Dr. Alexandre returned to Belgium in 1963 to turn into a professor on the College of Louvain and transplant specialist at related hospitals. In the course of the Nineteen Eighties, he developed strategies to assist enable transplants between individuals with incompatible blood sorts, and carried out one of many first profitable interspecies transplants, generally known as xenotransplants, inserting a pig kidney in a baboon.

His spouse of 65 years, Eliane Moens, died in October. Survivors embody 5 kids; 17 grandchildren; and 13 great-grandchildren. His son Xavier Alexandre confirmed the demise however didn’t be aware a trigger.
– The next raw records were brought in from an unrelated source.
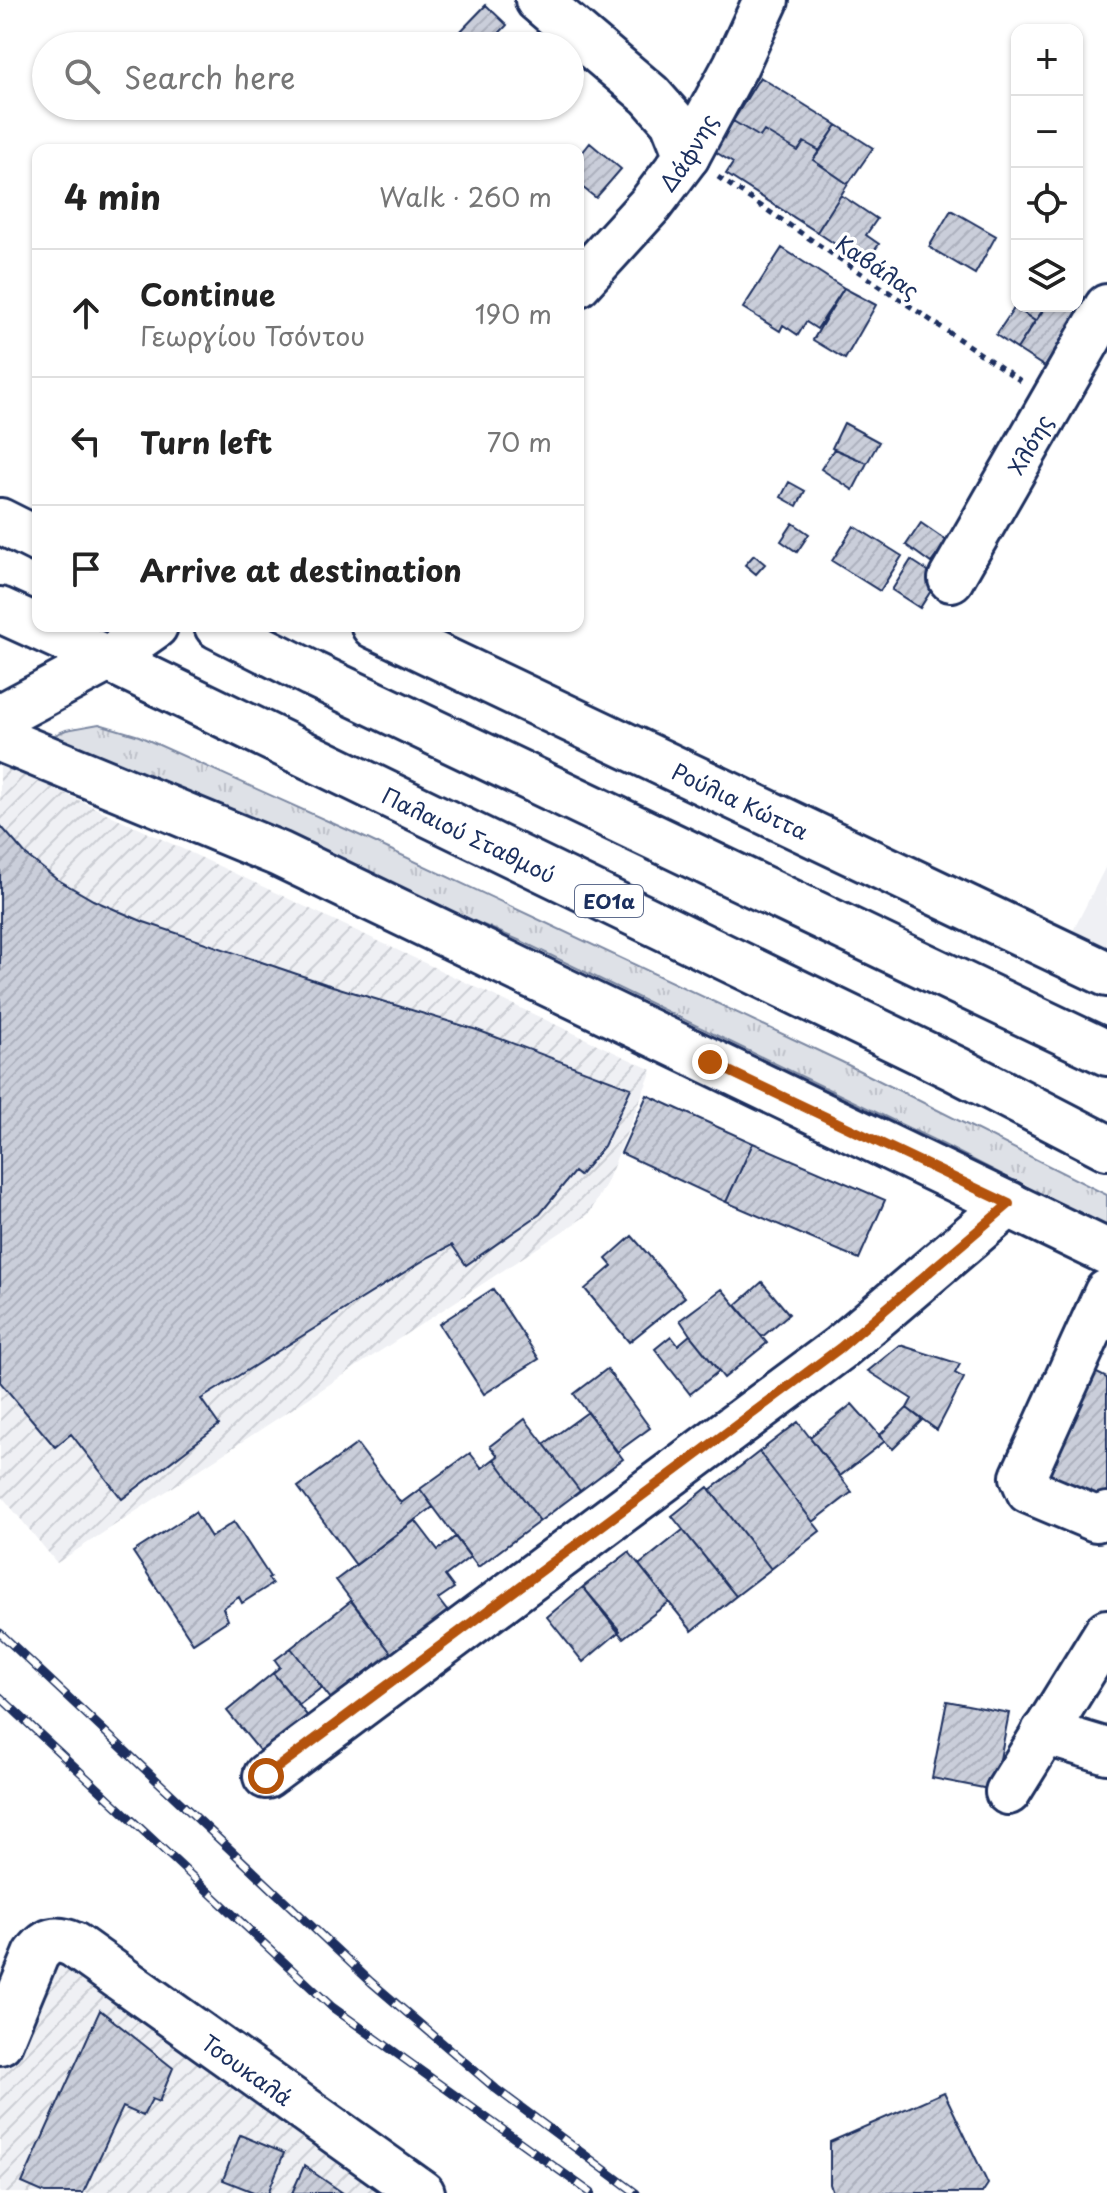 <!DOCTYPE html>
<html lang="en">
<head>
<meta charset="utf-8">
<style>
	:root { --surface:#fff; --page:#f2f2f2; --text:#222; --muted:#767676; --line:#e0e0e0 }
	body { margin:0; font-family:"Playpen Sans",sans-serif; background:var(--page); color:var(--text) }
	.controls { position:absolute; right:24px; top:24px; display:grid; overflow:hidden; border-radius:16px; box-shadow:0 2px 6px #0004 }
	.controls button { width:72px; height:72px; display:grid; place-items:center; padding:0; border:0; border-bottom:2px solid var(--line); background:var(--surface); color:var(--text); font:40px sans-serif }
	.stop { position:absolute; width:24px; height:24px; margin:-18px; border:6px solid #b45309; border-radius:50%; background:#fff }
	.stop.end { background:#b45309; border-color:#fff; box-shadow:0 2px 8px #0008 }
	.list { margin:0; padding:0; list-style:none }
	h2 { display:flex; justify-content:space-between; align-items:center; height:104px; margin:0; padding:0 32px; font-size:34px }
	h2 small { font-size:26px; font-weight:400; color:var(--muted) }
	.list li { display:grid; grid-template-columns:52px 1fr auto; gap:24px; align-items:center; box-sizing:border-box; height:128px; padding:0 32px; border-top:2px solid var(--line) }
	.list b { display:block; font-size:30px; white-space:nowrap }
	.list p { margin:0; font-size:26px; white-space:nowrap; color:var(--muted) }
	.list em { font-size:26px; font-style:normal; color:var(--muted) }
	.icon { flex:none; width:44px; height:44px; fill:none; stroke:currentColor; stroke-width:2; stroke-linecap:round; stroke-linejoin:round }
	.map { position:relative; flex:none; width:1107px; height:2193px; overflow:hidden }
	.search { position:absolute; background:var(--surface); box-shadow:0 2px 6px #0004; left:32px; top:32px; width:552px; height:88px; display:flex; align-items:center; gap:20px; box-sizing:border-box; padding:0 28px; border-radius:44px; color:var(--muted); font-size:30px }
	.panel { position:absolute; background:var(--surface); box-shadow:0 2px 6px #0004; left:32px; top:144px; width:552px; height:488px; border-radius:16px }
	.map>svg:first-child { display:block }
</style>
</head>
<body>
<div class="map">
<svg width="1107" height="2193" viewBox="0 0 1107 2193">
	<defs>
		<pattern id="industrial-furrows" width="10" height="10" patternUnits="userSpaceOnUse" patternTransform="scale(2)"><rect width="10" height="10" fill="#eff0f4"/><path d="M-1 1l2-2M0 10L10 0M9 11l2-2" fill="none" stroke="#ccced4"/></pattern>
		<pattern id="grass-tufts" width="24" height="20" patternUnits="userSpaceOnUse" patternTransform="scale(2)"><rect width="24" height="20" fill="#dee1e7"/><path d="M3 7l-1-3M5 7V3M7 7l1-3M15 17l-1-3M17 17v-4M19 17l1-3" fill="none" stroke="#bec1c9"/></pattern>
		<pattern id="building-hatch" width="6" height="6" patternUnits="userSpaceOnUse" patternTransform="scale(2)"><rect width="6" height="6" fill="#caceda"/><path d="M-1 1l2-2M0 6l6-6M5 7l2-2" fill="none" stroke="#adb1be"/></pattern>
	</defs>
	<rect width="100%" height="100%" fill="#fff"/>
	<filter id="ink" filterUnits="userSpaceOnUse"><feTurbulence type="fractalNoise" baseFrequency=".0125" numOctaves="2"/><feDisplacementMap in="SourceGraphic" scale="16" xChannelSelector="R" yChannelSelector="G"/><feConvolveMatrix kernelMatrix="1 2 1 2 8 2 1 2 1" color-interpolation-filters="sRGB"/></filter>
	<g filter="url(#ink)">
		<path fill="#eff0f4" d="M1107,864V946L1073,931Z"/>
		<path fill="url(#industrial-furrows)" d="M0,763L652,1070L607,1182L589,1214L57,1563L0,1494Z
			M74,1945L422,2193H0V2042L36,1955Z"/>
		<path fill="url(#grass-tufts)" stroke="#7c88a2" stroke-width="2" d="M99,724L139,736L361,836L842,1062L1107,1195V1228L944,1145L523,942L50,737L66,730Z"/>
		<path fill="url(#building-hatch)" stroke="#1b2f5e" stroke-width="2" d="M486,5L507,25L487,46H465L455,37Z
			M760,77L837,125L820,151L804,142L798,151L764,131L760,137L733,121Z
			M733,121L760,137L764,131L798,151L804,142L820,151L813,160L848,184L817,232L726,174L733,163L714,151Z
			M837,125L873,148L848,184L813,160Z
			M590,143L621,169L596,198L578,184V158Z
			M841,195L877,219L866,235L879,244L865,264L817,232Z
			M951,210L996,236L975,274L929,247Z
			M782,248L844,288L817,329L806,322L798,335L783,325L780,331L743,308Z
			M844,288L876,305L845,359L813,340Z
			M1017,305V306H1046L1035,321L1015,307Z
			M1046,306H1076L1082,310L1045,367L1017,349Z
			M1015,307L1035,321L1017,349L996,335Z
			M844,423L879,442L867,463L832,448Z
			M834,449L867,463L853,490L821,469Z
			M789,482L805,491L797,506L781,497Z
			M793,523L809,534L797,552L781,541Z
			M921,523L947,541L931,563L906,545Z
			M854,526L902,556L880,591L832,561Z
			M754,555L765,564L756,574L745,565Z
			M911,560L939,578L920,608L892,590Z
			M0,825L26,855L55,878L93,900L144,922L326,984L477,1030L631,1088L604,1146L579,1176L574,1172L540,1214L466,1265L452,1245L429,1257L201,1399L219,1425L122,1499L71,1434L55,1447L0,1382Z
			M647,1095L753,1143L726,1202L621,1153Z
			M753,1143L885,1200L859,1259L726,1202Z
			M632,1236L685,1297L629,1342L585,1289L612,1266L606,1259Z
			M762,1282L789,1314L762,1337L736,1305Z
			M493,1289L539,1359L484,1394L439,1324Z
			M722,1289L767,1343L724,1378L690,1335L680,1320Z
			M690,1335L719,1371L690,1394L655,1349L671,1336L678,1345Z
			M900,1345L960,1364L955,1373L964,1378L937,1430L907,1408L912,1399L868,1371Z
			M607,1369L650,1428L617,1452L574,1394Z
			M1093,1371L1107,1378V1496L1102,1506L1043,1478Z
			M852,1404L885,1441L840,1476L810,1437Z
			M907,1408L922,1420L893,1449L879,1436Z
			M588,1412L623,1459L580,1491L544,1444Z
			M525,1419L580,1491L540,1521L494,1459L498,1456L490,1446Z
			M798,1422L852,1492L813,1522L759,1452Z
			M357,1444L401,1503L420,1489L433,1507L356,1565L298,1487Z
			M759,1452L820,1531L771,1569L710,1490Z
			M470,1453L482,1468L494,1459L540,1521L478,1567L420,1489Z
			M708,1487L771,1569L736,1596L672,1516Z
			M195,1512L211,1537L234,1522L270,1577L268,1578L272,1584L242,1603L239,1597L223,1608L228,1620L193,1643L133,1552Z
			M415,1520L438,1550L455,1537L470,1557L445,1576L454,1588L438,1599L451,1616L395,1658L336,1580Z
			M683,1530L736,1596L692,1631L639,1565Z
			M629,1552L669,1602L623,1638L583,1587Z
			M583,1587L620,1631L583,1662L547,1617Z
			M351,1601L395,1658L335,1704L291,1648Z
			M291,1648L322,1687L299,1705L273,1673L280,1667L275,1660Z
			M273,1673L310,1719L264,1756L227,1711Z
			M947,1701L1009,1713L994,1790L932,1778Z
			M100,2010L173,2068L159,2102L152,2099L143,2116L123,2107L83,2193H45L22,2183Z
			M944,2092L988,2184L982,2193H833L830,2184V2142Z
			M240,2135L284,2153L268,2193H256L223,2180Z
			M304,2166L343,2193H292Z"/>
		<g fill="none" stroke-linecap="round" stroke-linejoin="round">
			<defs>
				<g id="minor">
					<path d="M538,0L650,95L673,121L687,156"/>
					<path id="s1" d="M578,284L650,205L687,156L736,65L766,0"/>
					<path id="s2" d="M951,579L1107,307"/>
					<path id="s3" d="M374,626L1107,974"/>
					<path d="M0,717L108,659L155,626"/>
					<path d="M0,739L279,854L1107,1252"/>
					<path d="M1107,1292L1023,1477L1029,1491L1096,1519L1107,1515"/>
					<path d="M1044,1732L1107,1751"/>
					<path d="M266,1776L840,1348L1009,1204"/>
					<path d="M1008,1792L1107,1632"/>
					<path id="s4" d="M0,2042L36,1955C47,1939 57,1937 74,1945L422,2193"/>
				</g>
				<g id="highway">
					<path d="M0,521L38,540"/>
					<path id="s5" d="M0,610L108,659L956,1069L1107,1147"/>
					<path d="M217,626L312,674L1107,1053"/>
				</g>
			</defs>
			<use href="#minor" stroke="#1b2f5e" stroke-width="50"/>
			<use href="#highway" stroke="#1b2f5e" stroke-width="50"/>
			<path stroke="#1b2f5e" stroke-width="5" stroke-dasharray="6 6" stroke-linecap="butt" d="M718,177L1021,381"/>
			<use href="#minor" stroke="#fff" stroke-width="44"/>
			<use href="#highway" stroke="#fff" stroke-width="44"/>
			<defs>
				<path id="rail" d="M0,1633L371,1982L496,2089L636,2193
					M0,1697L332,2007L591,2193"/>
			</defs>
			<use href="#rail" stroke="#1b2f5e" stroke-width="9"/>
			<use href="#rail" stroke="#fff" stroke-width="6" stroke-dasharray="18" stroke-linecap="butt"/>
		</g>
	</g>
	<g fill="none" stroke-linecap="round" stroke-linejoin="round" filter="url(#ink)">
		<path stroke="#b45309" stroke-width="10" d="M266,1776L840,1348L1009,1204L710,1062"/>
	</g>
	<g text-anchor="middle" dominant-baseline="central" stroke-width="7" stroke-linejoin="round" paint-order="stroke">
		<rect fill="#fff" stroke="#5f6d8e" stroke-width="2" x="575" y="885" width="68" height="32" rx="6"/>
		<g font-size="20" font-weight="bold" fill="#1b2f5e">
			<text x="609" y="901">ΕΟ1α</text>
		</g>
		<g font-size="22" fill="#1b2f5e" stroke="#fff">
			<text stroke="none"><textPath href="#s1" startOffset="172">Δάφνης</textPath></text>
			<text transform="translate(878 266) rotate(34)">Καβάλας</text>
			<text stroke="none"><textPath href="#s2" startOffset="156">Χλόης</textPath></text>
			<text stroke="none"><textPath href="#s3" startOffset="406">Ρούλια Κώττα</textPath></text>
			<text stroke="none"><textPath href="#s5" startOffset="520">Παλαιού Σταθμού</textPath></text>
			<text stroke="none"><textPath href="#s4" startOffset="352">Τσουκαλά</textPath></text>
		</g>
	</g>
</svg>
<div class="controls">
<button>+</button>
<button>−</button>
<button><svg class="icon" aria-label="locate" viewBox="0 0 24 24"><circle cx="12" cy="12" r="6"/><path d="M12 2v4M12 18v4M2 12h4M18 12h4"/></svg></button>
<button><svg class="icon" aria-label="layers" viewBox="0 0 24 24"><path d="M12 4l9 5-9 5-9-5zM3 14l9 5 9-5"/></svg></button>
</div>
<div class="stop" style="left:266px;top:1776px"></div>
<div class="stop end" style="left:710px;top:1062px"></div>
<div class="search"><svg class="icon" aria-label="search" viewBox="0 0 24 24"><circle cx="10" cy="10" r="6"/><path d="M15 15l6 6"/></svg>Search here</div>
<section class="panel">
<h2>4 min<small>Walk · 260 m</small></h2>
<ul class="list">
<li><svg class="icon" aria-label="ahead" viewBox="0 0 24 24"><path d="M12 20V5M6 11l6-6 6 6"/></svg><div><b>Continue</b><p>Γεωργίου Τσόντου</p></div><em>190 m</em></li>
<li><svg class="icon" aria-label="left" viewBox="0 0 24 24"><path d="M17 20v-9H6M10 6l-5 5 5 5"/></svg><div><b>Turn left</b></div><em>70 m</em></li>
<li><svg class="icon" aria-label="arrive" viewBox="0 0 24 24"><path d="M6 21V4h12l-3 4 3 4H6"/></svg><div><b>Arrive at destination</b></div></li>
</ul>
</section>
</div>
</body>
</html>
Dr. Alexandre was as soon as requested whether or not he thought the early resistance to his concepts was ingrained by artwork and tradition, which lengthy described the center as the house of emotion and feeling. He seemed to his Catholic religion and his perception in a soul that lives on.

“We all know that we’re mud,” he mentioned. “And you are taking organs from a affected person, from a corpse, so you are taking slightly little bit of that mud.”